TSX will confirm its acceptance that the Eligible Interlisted Issuer may rely on the exemption as well as receipt of the documents and fees required for TSX acceptance. As a condition of acceptance, TSX will require evidence that the Recognized Exchange has accepted the transaction, or confirmation from qualified legal counsel in the local jurisdiction that the proposed transaction is in compliance with applicable rules of the other exchange or marketplace, as well as applicable laws.
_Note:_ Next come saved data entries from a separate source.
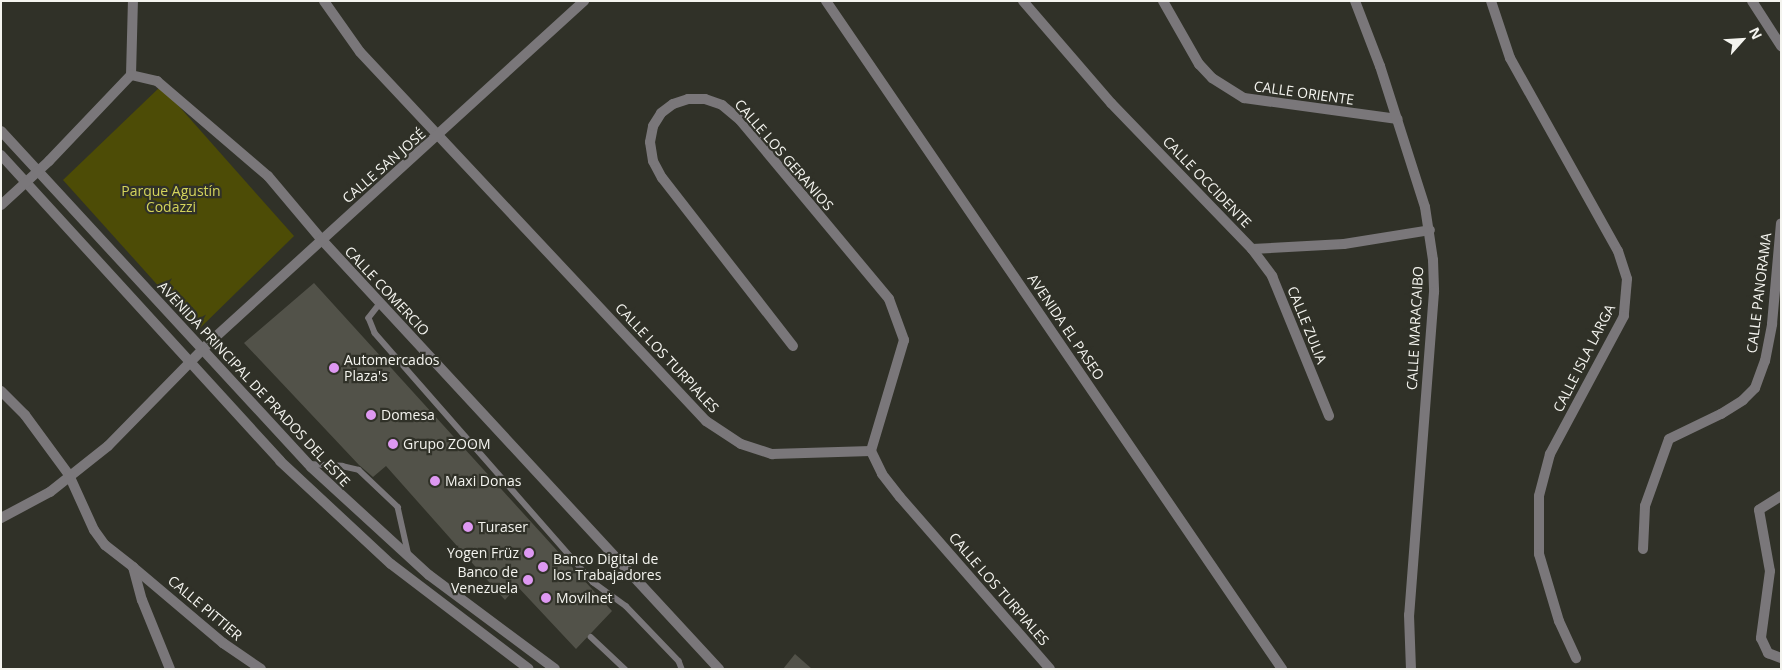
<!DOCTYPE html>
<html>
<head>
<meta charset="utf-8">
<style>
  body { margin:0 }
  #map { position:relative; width:1782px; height:670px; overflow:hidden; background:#303128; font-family:"Open Sans",sans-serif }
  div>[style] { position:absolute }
  .green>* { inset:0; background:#4d4c06 }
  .building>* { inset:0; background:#525249 }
  .lane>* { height:5.5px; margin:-2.75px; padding:0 2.75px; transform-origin:2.75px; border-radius:2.75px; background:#7a777a }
  .street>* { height:10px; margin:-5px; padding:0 5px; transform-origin:5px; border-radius:5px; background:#7a777a }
  .dots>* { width:14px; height:14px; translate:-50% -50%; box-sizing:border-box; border:2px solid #303128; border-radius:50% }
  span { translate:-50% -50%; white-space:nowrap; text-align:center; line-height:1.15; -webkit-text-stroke:4.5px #303128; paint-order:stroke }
  .street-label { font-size:14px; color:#f4f4ef }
  .park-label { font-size:14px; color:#d4d45c }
  .poi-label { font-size:14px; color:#f4f4ef }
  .left { translate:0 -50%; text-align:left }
  .right { translate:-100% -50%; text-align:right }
  .frame { position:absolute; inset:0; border:2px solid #f4f4ef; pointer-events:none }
  .north { position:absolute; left:1717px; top:15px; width:50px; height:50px; -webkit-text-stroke:4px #303128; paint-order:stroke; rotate:64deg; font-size:14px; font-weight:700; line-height:20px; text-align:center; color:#f4f4ef }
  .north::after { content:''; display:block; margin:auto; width:18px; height:22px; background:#f4f4ef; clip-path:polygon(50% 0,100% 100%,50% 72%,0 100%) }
</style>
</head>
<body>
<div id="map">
  <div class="green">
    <div style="clip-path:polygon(161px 86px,294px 236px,198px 330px,63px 180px)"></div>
  </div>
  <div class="building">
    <div style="clip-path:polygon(314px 283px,612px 611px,576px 649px,517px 586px,505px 600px,386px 466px,373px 477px,359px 465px,244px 343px)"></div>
    <div style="clip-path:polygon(795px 654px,812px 669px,783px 669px)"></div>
  </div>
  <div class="lane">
    <div style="left:380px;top:304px;width:18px;rotate:128deg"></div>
    <div style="left:369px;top:318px;width:16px;rotate:68deg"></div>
    <div style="left:375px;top:333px;width:331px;rotate:48.8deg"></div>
    <div style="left:593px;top:582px;width:41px;rotate:36deg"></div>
    <div style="left:626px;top:606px;width:76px;rotate:46.1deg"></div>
    <div style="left:679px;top:661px;width:9px;rotate:69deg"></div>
    <div style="left:309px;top:464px;width:33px;rotate:3deg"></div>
    <div style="left:342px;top:466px;width:17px;rotate:13deg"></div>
    <div style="left:359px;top:470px;width:54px;rotate:43.5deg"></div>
    <div style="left:398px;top:507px;width:50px;rotate:77.3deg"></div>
    <div style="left:591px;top:637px;width:47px;rotate:43.3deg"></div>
  </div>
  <div class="street">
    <div style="left:324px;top:1px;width:62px;rotate:54.8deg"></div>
    <div style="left:360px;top:52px;width:506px;rotate:46.84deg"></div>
    <div style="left:706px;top:421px;width:42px;rotate:33.3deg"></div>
    <div style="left:741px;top:444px;width:33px;rotate:18deg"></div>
    <div style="left:772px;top:454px;width:99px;rotate:-1.7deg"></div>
    <div style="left:826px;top:1px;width:809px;rotate:55.68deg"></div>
    <div style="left:1023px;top:1px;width:135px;rotate:49.2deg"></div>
    <div style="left:1111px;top:103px;width:203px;rotate:46deg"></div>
    <div style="left:1252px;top:249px;width:92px;rotate:-3.1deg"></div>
    <div style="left:1344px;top:244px;width:87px;rotate:-9.2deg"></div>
    <div style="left:1163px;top:1px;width:73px;rotate:60.3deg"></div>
    <div style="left:1199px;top:64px;width:19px;rotate:47deg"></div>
    <div style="left:1212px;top:78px;width:38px;rotate:32deg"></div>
    <div style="left:1244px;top:98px;width:155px;rotate:7.8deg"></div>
    <div style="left:1355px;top:1px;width:70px;rotate:69deg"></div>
    <div style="left:1380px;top:66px;width:148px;rotate:72.3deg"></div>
    <div style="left:1425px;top:207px;width:54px;rotate:81.4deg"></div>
    <div style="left:1433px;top:260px;width:32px;rotate:88deg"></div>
    <div style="left:1434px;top:292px;width:324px;rotate:94.4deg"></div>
    <div style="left:1409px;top:615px;width:54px;rotate:87.9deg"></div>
    <div style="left:1491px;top:1px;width:60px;rotate:71.6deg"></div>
    <div style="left:1510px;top:58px;width:221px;rotate:60.8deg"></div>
    <div style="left:1618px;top:251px;width:29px;rotate:72deg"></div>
    <div style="left:1627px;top:279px;width:37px;rotate:95deg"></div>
    <div style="left:1624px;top:316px;width:157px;rotate:118.2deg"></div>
    <div style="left:1550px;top:454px;width:43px;rotate:104.7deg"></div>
    <div style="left:1539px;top:496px;width:58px;rotate:90deg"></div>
    <div style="left:1539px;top:554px;width:70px;rotate:73.4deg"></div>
    <div style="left:1559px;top:621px;width:41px;rotate:65.3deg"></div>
    <div style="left:1752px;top:1px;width:54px;rotate:57.2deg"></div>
    <div style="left:131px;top:75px;width:74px;rotate:-88.5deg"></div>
    <div style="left:1px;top:131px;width:457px;rotate:47.3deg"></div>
    <div style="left:311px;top:467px;width:160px;rotate:42.5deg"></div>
    <div style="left:429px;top:575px;width:157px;rotate:36.7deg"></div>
    <div style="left:1px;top:155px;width:414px;rotate:47.6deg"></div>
    <div style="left:280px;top:461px;width:151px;rotate:42.9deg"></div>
    <div style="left:391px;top:564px;width:173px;rotate:37.3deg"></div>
    <div style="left:1px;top:205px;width:65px;rotate:-42.5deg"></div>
    <div style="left:49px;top:161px;width:119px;rotate:-46.4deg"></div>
    <div style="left:131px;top:75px;width:27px;rotate:13deg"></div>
    <div style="left:157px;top:81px;width:146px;rotate:40.6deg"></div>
    <div style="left:268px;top:176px;width:82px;rotate:49.9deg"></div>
    <div style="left:321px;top:239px;width:586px;rotate:47.21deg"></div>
    <div style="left:1252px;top:249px;width:34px;rotate:53deg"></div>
    <div style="left:1272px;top:276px;width:151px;rotate:67.8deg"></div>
    <div style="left:793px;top:346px;width:213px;rotate:-127.9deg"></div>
    <div style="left:662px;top:178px;width:19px;rotate:-118deg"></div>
    <div style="left:653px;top:161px;width:19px;rotate:-99deg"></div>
    <div style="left:650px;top:142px;width:16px;rotate:-79deg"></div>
    <div style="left:653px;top:126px;width:15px;rotate:-58deg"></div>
    <div style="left:661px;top:113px;width:15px;rotate:-37deg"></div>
    <div style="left:673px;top:104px;width:16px;rotate:-18deg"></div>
    <div style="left:688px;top:99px;width:17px"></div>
    <div style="left:705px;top:99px;width:18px;rotate:19deg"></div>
    <div style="left:722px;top:105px;width:23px;rotate:40deg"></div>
    <div style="left:740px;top:120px;width:233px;rotate:50.2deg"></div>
    <div style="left:889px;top:299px;width:44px;rotate:69.9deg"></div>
    <div style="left:904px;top:340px;width:116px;rotate:106.6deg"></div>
    <div style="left:1px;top:391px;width:34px;rotate:45deg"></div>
    <div style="left:25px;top:415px;width:74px;rotate:53.7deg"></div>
    <div style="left:69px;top:475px;width:60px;rotate:65.6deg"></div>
    <div style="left:94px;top:530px;width:19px;rotate:54deg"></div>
    <div style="left:105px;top:545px;width:36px;rotate:38deg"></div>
    <div style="left:133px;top:567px;width:34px;rotate:75deg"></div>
    <div style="left:142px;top:600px;width:74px;rotate:67.9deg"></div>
    <div style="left:871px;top:451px;width:25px;rotate:64deg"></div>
    <div style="left:882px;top:474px;width:29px;rotate:52deg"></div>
    <div style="left:900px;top:497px;width:228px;rotate:48.9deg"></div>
    <div style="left:1781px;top:496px;width:26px;rotate:148deg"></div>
    <div style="left:1759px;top:510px;width:62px;rotate:79.8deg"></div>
    <div style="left:1770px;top:571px;width:68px;rotate:97.7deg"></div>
    <div style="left:1761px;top:638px;width:17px;rotate:65deg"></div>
    <div style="left:1768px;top:653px;width:14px;rotate:21deg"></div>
    <div style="left:1px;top:518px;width:55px;rotate:-28deg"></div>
    <div style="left:50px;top:492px;width:74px;rotate:-38.4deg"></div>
    <div style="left:108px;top:446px;width:147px;rotate:-45.6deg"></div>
    <div style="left:211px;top:341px;width:505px;rotate:-42.35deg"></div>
    <div style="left:1643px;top:549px;width:43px;rotate:-87.3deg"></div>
    <div style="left:1645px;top:506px;width:71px;rotate:-70.3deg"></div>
    <div style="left:1669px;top:439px;width:58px;rotate:-25.7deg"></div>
    <div style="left:1721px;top:414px;width:26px;rotate:-32deg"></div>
    <div style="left:1743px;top:400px;width:17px;rotate:-45deg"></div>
    <div style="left:1755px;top:388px;width:29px;rotate:-70deg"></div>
    <div style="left:1765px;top:361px;width:38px;rotate:-79deg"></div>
    <div style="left:1772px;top:324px;width:101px;rotate:-84.9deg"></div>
    <div style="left:133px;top:567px;width:118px;rotate:40.2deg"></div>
    <div style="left:223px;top:643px;width:46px;rotate:34.4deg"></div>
  </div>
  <div class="dots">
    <div style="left:334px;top:368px;background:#de98f2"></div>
    <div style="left:371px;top:415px;background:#de98f2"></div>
    <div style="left:393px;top:444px;background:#de98f2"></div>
    <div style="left:435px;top:481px;background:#de98f2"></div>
    <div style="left:468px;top:527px;background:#de98f2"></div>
    <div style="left:529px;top:553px;background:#de98f2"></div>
    <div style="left:543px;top:567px;background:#de98f2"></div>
    <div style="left:528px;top:580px;background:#de98f2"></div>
    <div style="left:546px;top:598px;background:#de98f2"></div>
  </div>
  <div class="street-label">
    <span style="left:1304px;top:93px;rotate:8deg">CALLE ORIENTE</span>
    <span style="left:784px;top:155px;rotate:49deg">CALLE LOS GERANIOS</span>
    <span style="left:384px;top:166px;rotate:-41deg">CALLE SAN JOSÉ</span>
    <span style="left:1207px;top:182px;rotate:46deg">CALLE OCCIDENTE</span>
    <span style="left:387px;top:291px;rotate:47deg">CALLE COMERCIO</span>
    <span style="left:1759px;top:293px;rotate:-83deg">CALLE PANORAMA</span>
    <span style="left:1307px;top:325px;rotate:68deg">CALLE ZULIA</span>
    <span style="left:1066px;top:327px;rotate:56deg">AVENIDA EL PASEO</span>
    <span style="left:1415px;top:328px;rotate:-87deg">CALLE MARACAIBO</span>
    <span style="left:667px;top:358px;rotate:47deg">CALLE LOS TURPIALES</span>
    <span style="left:1584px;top:358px;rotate:-63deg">CALLE ISLA LARGA</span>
    <span style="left:254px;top:384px;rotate:47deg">AVENIDA PRINCIPAL DE PRADOS DEL ESTE</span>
    <span style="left:999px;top:589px;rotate:49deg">CALLE LOS TURPIALES</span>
    <span style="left:205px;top:608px;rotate:40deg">CALLE PITTIER</span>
  </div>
  <div class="park-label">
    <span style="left:171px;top:199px">Parque Agustín<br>Codazzi</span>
  </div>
  <div class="poi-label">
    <span class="left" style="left:344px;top:368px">Automercados<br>Plaza's</span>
    <span class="left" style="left:381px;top:415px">Domesa</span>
    <span class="left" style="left:403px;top:444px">Grupo ZOOM</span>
    <span class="left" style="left:445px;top:481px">Maxi Donas</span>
    <span class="left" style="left:478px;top:527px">Turaser</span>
    <span class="right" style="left:519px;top:553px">Yogen Früz</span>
    <span class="left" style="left:553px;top:567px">Banco Digital de<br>los Trabajadores</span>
    <span class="right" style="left:518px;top:580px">Banco de<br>Venezuela</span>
    <span class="left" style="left:556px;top:598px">Movilnet</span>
  </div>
  <div class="frame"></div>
  <div class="north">N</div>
</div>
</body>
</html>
Eligible Interlisted Issuers must disclose that they intend to or have relied on the exemption under this Section 602.1 in the press release(s) issued in connection with the transaction.

PART 1 -- INTRODUCTION

Interpretation

Addition of the following definitions:

"Eligible Interlisted Issuer" means a listed issuer that is also listed on a Recognized Exchange and that had less than 25% of the overall trading volume of its listed securities occurring on all Canadian marketplaces in the 12 months immediately preceding the date of an application pursuant to Section 401.1 or 602.1 of the Manual;

"Eligible International Interlisted Issuer" means an Eligible Interlisted Issuer that is incorporated or organized in a Recognized Jurisdiction;

"International Interlisted Issuer" means an issuer incorporated or organized outside of Canada and listed on another exchange;

"Recognized Exchange" includes the following exchanges and marketplaces: New York Stock Exchange, NYSE MKT, NASDAQ, London Stock Exchange Main Board, AIM, Australian Securities Exchange, Hong Kong Stock Exchange Main Board and others, as may be determined by TSX from time to time;

"Recognized Jurisdiction" includes the following: Australia, England and the State of Delaware and other jurisdictions with corporate statutes substantially modelled after these jurisdictions. Other jurisdictions may also be acceptable, as may be determined by TSX from time to time. In making its determination, TSX will compare the corporate statutes of these jurisdictions against the Canada Business Corporations Act;

{4} For the purposes of determining whether an issuer is eligible under this subsection, TSX will consider aggregating trading value and volume occurring on multiple trading venues in the same jurisdiction as such other exchange.

{1} Contact TSX to discuss the relief for rights offerings as certain elements related to trading, notice and mechanics will still be required.